··· Study material
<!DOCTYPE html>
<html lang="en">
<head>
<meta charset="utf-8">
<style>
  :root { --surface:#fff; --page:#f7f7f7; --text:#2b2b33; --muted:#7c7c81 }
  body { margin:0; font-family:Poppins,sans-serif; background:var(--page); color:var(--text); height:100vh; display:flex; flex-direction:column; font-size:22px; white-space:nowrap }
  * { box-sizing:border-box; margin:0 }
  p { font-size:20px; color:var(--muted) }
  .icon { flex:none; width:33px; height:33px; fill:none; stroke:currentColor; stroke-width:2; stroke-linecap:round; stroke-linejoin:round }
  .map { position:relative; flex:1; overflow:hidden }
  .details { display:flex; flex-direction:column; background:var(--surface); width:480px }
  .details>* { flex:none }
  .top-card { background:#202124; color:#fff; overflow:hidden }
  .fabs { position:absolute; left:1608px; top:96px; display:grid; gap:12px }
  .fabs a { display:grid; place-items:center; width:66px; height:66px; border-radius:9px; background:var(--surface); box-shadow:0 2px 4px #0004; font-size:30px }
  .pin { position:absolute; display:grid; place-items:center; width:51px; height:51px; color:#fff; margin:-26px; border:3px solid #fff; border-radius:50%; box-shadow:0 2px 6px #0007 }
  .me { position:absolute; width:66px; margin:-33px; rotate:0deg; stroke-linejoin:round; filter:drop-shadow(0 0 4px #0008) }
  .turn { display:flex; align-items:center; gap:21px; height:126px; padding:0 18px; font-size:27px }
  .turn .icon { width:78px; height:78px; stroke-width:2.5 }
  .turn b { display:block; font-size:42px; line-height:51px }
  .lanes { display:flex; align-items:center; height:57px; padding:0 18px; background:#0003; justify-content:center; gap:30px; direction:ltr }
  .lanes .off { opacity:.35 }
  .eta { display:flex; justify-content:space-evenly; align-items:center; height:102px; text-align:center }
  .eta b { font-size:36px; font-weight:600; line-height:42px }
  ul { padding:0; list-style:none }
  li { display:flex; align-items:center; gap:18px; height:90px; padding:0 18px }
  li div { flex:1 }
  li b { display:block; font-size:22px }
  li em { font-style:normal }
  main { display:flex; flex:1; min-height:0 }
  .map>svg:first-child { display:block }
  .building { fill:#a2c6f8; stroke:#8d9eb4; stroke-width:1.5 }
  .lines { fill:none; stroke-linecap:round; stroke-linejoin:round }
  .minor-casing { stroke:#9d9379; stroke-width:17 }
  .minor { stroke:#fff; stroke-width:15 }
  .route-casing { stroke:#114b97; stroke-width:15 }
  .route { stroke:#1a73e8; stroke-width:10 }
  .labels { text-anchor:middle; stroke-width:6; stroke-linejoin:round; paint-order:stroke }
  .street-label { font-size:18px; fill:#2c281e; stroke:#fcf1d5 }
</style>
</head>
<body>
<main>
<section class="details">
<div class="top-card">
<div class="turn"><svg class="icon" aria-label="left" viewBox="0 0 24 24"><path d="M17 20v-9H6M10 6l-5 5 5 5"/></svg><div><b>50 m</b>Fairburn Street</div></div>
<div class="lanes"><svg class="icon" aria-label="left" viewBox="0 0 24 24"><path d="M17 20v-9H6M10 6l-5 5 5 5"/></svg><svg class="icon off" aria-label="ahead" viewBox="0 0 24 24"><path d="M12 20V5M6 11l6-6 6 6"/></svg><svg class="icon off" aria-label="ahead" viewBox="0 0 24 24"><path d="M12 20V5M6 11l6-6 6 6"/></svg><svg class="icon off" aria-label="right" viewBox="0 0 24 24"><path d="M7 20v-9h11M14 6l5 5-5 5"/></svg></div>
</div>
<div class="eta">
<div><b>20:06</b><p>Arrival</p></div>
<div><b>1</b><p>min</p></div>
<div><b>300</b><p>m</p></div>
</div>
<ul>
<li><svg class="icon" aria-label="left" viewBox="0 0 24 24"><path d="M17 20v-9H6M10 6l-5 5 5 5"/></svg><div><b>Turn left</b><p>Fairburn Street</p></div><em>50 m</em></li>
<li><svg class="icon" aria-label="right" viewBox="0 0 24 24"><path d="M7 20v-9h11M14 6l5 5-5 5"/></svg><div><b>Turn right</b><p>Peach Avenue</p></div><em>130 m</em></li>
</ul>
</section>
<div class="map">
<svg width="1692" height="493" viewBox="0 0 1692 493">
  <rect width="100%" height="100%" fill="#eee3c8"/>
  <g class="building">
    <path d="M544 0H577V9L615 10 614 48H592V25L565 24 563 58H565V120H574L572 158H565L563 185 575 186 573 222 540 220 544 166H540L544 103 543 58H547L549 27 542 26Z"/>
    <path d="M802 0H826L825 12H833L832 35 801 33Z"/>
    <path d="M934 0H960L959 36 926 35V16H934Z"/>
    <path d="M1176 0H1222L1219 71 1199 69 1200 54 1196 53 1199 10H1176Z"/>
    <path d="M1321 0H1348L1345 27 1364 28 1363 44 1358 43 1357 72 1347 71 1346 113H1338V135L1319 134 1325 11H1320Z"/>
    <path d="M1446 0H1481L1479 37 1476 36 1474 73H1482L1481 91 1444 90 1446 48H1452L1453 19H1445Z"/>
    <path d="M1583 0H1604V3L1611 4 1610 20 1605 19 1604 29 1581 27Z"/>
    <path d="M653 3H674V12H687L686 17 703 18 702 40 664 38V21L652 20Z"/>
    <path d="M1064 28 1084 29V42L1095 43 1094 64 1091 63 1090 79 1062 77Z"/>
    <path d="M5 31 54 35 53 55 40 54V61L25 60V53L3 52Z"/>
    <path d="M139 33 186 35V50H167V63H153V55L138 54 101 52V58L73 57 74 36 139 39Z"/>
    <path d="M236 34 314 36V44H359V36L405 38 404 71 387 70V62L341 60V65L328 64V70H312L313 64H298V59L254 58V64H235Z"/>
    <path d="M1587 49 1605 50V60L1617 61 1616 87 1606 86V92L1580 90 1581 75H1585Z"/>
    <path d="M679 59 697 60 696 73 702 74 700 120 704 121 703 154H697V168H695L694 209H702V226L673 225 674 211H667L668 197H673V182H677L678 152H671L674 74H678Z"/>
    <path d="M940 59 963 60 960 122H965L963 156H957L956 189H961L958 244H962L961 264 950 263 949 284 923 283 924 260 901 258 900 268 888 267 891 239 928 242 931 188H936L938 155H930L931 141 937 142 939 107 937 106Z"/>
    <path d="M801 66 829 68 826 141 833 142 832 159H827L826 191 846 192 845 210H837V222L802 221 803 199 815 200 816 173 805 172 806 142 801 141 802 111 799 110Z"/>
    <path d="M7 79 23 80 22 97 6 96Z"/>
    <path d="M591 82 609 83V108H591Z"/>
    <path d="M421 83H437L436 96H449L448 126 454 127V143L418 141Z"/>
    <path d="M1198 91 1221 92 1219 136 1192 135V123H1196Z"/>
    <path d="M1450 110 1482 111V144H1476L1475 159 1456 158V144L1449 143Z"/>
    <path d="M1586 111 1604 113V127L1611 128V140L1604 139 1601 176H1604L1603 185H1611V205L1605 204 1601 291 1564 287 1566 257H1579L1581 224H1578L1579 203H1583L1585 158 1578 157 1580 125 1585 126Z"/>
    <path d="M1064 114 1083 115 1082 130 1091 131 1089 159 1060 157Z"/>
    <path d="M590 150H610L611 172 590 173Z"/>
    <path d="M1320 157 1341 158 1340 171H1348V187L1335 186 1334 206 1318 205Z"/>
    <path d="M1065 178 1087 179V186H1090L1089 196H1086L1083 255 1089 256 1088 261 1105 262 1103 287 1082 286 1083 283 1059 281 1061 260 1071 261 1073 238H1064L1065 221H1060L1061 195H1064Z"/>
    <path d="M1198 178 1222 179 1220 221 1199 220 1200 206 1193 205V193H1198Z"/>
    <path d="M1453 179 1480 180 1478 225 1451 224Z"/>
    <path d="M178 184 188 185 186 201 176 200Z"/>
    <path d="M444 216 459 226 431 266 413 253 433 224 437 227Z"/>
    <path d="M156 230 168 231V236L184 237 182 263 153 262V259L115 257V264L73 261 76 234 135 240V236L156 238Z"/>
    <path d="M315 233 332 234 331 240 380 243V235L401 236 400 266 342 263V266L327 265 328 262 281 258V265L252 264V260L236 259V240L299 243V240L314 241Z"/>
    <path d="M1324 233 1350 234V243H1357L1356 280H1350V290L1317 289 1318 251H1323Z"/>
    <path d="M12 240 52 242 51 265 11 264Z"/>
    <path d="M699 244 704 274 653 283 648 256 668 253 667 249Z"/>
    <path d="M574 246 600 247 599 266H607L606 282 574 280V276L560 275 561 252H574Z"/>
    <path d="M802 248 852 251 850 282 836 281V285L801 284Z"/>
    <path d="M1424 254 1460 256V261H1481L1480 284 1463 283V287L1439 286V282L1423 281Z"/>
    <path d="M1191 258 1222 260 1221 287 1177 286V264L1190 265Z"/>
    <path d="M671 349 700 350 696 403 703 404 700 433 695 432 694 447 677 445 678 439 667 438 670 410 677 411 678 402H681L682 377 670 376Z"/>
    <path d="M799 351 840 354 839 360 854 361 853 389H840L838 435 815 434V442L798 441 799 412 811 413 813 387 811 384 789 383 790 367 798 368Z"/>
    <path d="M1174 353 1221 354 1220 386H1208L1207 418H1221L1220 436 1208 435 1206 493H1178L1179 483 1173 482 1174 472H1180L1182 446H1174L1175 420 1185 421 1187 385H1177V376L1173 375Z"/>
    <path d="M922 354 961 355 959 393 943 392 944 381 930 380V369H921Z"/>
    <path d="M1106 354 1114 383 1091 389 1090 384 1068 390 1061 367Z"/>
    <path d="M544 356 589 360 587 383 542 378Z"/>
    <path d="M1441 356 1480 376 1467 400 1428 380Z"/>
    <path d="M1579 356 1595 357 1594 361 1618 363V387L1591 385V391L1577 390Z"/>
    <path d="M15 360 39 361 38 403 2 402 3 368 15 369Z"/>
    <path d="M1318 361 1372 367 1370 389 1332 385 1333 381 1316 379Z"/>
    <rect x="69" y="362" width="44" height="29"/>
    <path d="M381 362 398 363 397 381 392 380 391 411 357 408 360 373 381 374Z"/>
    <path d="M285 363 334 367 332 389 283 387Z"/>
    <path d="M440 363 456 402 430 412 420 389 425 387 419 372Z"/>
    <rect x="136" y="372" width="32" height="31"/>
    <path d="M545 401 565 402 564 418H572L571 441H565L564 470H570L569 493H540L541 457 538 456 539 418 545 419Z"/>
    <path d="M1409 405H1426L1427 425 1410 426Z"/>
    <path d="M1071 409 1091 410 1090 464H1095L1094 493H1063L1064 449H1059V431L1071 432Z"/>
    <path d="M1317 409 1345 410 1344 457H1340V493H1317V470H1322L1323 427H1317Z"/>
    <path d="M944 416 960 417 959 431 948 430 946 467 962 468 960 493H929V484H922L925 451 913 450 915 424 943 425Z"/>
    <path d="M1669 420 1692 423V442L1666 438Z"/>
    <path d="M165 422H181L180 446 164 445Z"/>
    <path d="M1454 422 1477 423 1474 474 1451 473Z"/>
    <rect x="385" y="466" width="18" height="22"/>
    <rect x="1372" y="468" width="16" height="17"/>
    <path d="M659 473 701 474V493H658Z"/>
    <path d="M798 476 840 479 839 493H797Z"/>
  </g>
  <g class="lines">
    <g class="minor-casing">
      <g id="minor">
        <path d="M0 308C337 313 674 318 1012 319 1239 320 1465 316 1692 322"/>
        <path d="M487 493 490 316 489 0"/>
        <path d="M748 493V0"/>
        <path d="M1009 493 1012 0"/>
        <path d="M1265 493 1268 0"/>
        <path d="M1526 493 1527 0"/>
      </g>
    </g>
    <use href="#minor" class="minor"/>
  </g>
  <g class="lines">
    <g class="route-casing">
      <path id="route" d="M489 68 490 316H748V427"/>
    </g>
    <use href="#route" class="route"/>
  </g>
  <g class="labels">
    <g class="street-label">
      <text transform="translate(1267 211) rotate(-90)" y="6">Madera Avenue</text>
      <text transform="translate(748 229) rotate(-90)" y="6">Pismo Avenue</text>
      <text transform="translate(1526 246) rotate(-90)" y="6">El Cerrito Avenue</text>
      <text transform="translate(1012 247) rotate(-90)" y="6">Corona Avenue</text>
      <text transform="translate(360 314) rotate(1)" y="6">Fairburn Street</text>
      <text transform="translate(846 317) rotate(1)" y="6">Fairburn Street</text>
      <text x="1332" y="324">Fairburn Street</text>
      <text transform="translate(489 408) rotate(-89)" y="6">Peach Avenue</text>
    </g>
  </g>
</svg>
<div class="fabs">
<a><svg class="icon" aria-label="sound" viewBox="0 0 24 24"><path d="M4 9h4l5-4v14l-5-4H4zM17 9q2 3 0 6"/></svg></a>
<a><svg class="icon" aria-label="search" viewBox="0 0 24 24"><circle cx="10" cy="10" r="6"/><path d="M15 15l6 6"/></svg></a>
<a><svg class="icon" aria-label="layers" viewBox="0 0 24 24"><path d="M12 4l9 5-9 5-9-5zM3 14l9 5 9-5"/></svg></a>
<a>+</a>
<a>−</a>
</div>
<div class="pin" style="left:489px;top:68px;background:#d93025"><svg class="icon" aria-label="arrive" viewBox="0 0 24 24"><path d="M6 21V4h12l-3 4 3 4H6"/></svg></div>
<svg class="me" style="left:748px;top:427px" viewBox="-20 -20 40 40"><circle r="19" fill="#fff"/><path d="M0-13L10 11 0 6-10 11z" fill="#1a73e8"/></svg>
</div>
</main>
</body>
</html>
······
▶ _Task prompt_: Within the records, in how many lines does the string "none" occur? Give the number and no other text.

▶ _Task result_: 4